Effectivement, Sony Labou Tansi, dans une lettre à son amie Françoise Ligier, revendique sa filiation politique avec l’auteur colombien. Cela autorise Louis Bertin AMOUGOU à revenir sur le subtil distinguo, inscrit dans l’Avertissement de La Vie et demie, entre l’auteur engagé et l’homme engageant pour établir que le créateur et l’œuvre se nourrissent réciproquement. Faisant aussi référence à L’État honteux pour mesurer et illustrer ses prises de position dans le champ politique congolais dès 1992.
Dans le même ordre d’idée, L’Anté-peuple constitue pour Gérard KEUBEUNG un poignant témoignage du délitement de l’État postcolonial, alors que tout portait à croire qu’il serait un espace de libération. Les évolutions chaotiques de cet univers d’après la colonisation sont abordées par le biais du personnage emblématique du roman, Nitu Dadou, dont les déboires font échos aux pratiques gouvernementales déshumanisantes existantes de part et d’autre du fleuve Congo.
Cette dimension critique envers les instances dirigeantes, n’altère toutefois pas la sensibilité esthétique de Sony Labou Tansi qui se caractérise par sa singularité. Yves-Abel FEZE nous invite à considérer la façon dont l’écrivain, par « un véritable ouragan de mots », voire une inflation, invente un langage « bâti à la mesure de la démesure ». Cette hypertrophie proviendrait d’un différend entre l’homme et les outils langagiers à sa disposition ; ce qui amène l’auteur du livre Les Yeux du volcan à tailler dans la langue pour y façonner sa propre matière.

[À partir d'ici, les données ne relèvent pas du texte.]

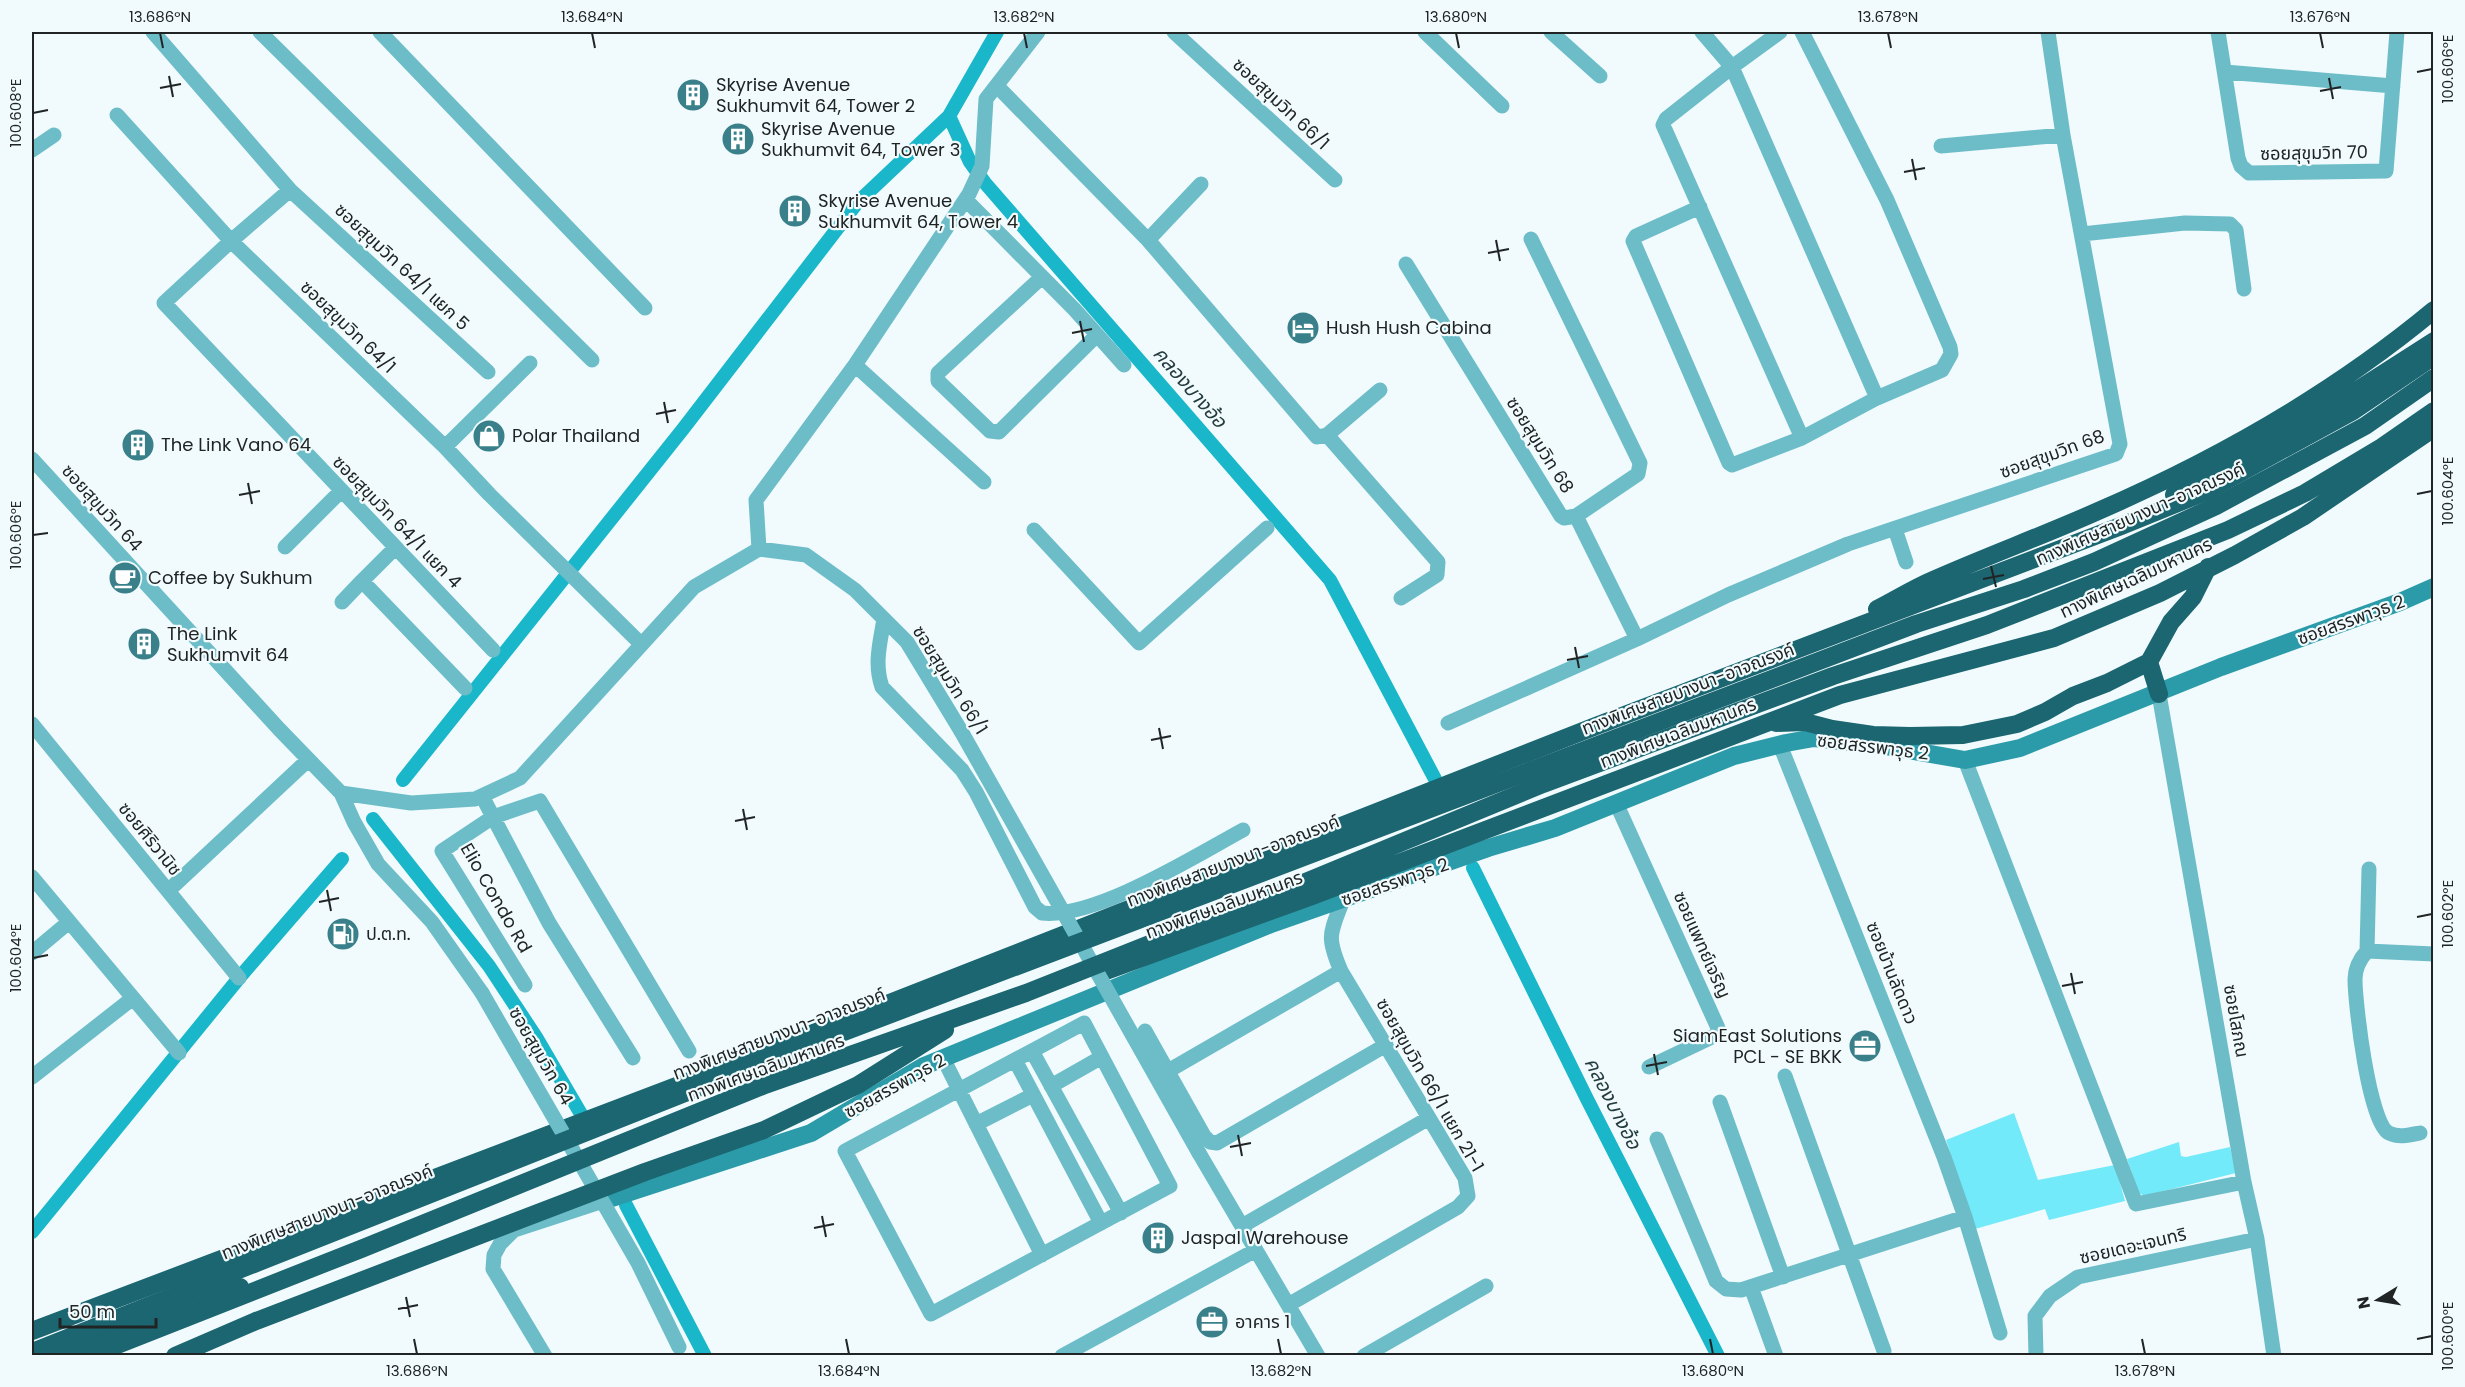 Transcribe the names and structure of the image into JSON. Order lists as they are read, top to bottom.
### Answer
{
  "streets": {
    "highway": ["ทางพิเศษสายบางนา-อาจณรงค์", "ทางพิเศษเฉลิมมหานคร"],
    "street": [
      "ซอยสุขุมวิท 66/1",
      "ซอยสุขุมวิท 70",
      "ซอยสุขุมวิท 64/1 แยก 5",
      "ซอยสุขุมวิท 64/1",
      "ซอยสุขุมวิท 68",
      "ซอยสุขุมวิท 64",
      "ซอยสุขุมวิท 64/1 แยก 4",
      "ซอยสรรพาวุธ 2",
      "ซอยศิริวานิช",
      "Elio Condo Rd",
      "ซอยแพทย์เจริญ",
      "ซอยบ้านลัดดาว",
      "ซอยโสภณ",
      "ซอยสุขุมวิท 66/1 แยก 21-1",
      "ซอยเดอะเจนทริ"
    ]
  },
  "crossings": [
    ["ซอยสุขุมวิท 66/1", "ซอยสุขุมวิท 66/1 แยก 21-1"],
    ["ซอยสุขุมวิท 64/1", "ซอยสุขุมวิท 64/1 แยก 4"],
    ["ซอยสรรพาวุธ 2", "ซอยแพทย์เจริญ"],
    ["ซอยสรรพาวุธ 2", "ซอยบ้านลัดดาว"],
    ["ซอยสรรพาวุธ 2", "ซอยโสภณ"],
    ["ซอยสรรพาวุธ 2", "ซอยสุขุมวิท 66/1 แยก 21-1"],
    ["ซอยโสภณ", "ซอยเดอะเจนทริ"]
  ],
  "water": ["คลองบางอ้อ"],
  "places": {
    "building": [
      "Skyrise Avenue Sukhumvit 64, Tower 2",
      "Skyrise Avenue Sukhumvit 64, Tower 3",
      "Skyrise Avenue Sukhumvit 64, Tower 4",
      "The Link Vano 64",
      "The Link Sukhumvit 64",
      "Jaspal Warehouse"
    ],
    "hotel": ["Hush Hush Cabina"],
    "shop": ["Polar Thailand"],
    "cafe": ["Coffee by Sukhum"],
    "fuel station": ["ป.ต.ท."],
    "office": ["SiamEast Solutions PCL - SE BKK", "อาคาร 1"]
  },
  "scale_bar": "50 m",
  "north": "left",
  "coordinates": [
    "13.686°N",
    "13.684°N",
    "13.682°N",
    "13.680°N",
    "13.678°N",
    "13.676°N",
    "100.606°E",
    "100.608°E",
    "100.604°E",
    "100.602°E",
    "100.600°E"
  ]
}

J.J Rousseau TANDIA MOUAFOU, lui, aborde un point nodal de la pièce de théâtre de Sony Labou Tansi intitulée Monologue d’or et noces d’argent, c’est-à-dire les rapports entre l’homme et la nature pour mettre en exergue les modalités esthétiques par lesquelles le littéraire prend en charge l’écosystème. Le dramaturge produit alors un texte écologique selon les critères de l’écocritique. Un manifeste dans lequel la nature est perçue par l’homme comme étrange/ère, notamment lorsqu’elle est modélisée par la technoscience.
Enfin, Fulbert KOFFI LOUKOU examine, justement, le statut de l’Être par opposition à la définition d’une filiation, d’une détermination paradigmatique. Il s’interroge sur les liens qu’entretient la subjectivité avec l’humanité, la connotation et les modalités d’énonciations. Dans cette optique, les déictiques sont judicieusement convoqués dans l’analyse du dernier recueil de poèmes de Sony Labou Tansi Ici commence ici. L’enjeu étant de savoir si la valorisation du sens connoté l’importe sur le sens dénoté.